Целых две ночи я спала на сеновале под самой крышей. Я шла до домика босиком по мокрой от росы траве, и соловьиное пение звучало со всех сторон. Я открывала дверь, забиралась наверх по лесенке, а потом ложилась на грубую тонкую ткань из мешковины и прикрывалась белым.
Ниже уровня глаз на покатой крыше окно с прозрачным стеклом. Я открывала его наружу и медленно засыпала, глядя на темно-синее, почти черное небо с редкими звёздами.
Свежий, вкусный воздух был вокруг меня, и мне казалось, что я лежу в лесу.

Я хочу, чтобы у меня тоже был такой домик, но даже не уверена, что закончу университет.

Меня тошнит уже несколько дней, тяжело дышать, грудную клетку будто чем-то сдавили.
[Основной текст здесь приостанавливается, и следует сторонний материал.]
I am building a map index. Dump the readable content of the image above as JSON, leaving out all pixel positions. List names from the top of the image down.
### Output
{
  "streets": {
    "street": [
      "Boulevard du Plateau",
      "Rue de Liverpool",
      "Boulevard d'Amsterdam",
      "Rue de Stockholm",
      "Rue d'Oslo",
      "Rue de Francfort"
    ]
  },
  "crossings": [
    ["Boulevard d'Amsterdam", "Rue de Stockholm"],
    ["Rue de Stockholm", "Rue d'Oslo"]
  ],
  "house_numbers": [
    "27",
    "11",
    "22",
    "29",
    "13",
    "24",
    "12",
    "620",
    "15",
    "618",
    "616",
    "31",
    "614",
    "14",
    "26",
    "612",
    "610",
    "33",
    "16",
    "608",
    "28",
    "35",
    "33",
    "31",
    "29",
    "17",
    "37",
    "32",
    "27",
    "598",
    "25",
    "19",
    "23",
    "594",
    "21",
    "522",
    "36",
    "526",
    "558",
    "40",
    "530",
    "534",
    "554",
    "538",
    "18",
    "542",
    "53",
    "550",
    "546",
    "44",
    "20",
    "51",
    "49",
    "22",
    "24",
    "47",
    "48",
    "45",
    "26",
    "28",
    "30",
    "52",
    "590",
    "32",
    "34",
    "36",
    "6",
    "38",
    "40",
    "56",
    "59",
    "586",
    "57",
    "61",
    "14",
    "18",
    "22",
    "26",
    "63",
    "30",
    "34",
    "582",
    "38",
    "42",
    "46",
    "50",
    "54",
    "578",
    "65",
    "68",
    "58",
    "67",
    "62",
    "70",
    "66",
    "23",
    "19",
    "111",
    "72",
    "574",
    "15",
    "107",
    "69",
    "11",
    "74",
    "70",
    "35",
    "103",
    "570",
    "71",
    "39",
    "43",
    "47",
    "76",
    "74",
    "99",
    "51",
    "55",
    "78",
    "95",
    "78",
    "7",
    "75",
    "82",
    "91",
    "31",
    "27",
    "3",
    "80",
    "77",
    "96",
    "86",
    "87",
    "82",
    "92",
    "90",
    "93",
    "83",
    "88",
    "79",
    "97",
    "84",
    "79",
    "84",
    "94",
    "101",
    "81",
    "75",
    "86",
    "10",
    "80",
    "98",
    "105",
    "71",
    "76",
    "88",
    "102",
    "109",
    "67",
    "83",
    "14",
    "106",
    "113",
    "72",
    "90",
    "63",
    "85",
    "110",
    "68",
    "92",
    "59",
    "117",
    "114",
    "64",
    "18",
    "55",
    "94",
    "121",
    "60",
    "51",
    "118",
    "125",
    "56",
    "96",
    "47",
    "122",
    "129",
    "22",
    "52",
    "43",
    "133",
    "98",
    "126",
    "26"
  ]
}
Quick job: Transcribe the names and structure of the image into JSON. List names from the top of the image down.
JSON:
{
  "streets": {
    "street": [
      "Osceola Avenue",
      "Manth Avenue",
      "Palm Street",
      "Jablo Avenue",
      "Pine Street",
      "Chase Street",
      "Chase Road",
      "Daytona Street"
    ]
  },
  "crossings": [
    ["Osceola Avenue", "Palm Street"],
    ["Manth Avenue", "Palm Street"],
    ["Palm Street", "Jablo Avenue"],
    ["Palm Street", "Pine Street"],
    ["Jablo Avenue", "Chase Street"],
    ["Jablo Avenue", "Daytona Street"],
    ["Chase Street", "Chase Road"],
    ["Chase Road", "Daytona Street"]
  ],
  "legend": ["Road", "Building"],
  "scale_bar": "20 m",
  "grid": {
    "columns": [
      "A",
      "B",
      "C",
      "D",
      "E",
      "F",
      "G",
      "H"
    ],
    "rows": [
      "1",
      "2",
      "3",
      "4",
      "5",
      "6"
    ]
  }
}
Поясница болит так, что я готова грызть себя заживо. Хочется в деревню - и совсем никого не видеть. Просто сидеть под деревом с яблоком и книгой. Вечером дышать туманом в поле. Встречать на крыльце закат. Ночью в грозу побежать со всех ног, унестись прочь, промокнуть до нитки, до дрожи, до скрипа зубами. Чувствовать себя живой. Доказать себе, что жива.


Папа, прощаясь, тихо сказал: "Ты у меня самая красивая. Самая умная. Самая любимая".

Я старая развалина, и такая нежность разрывает мое сердце на куски.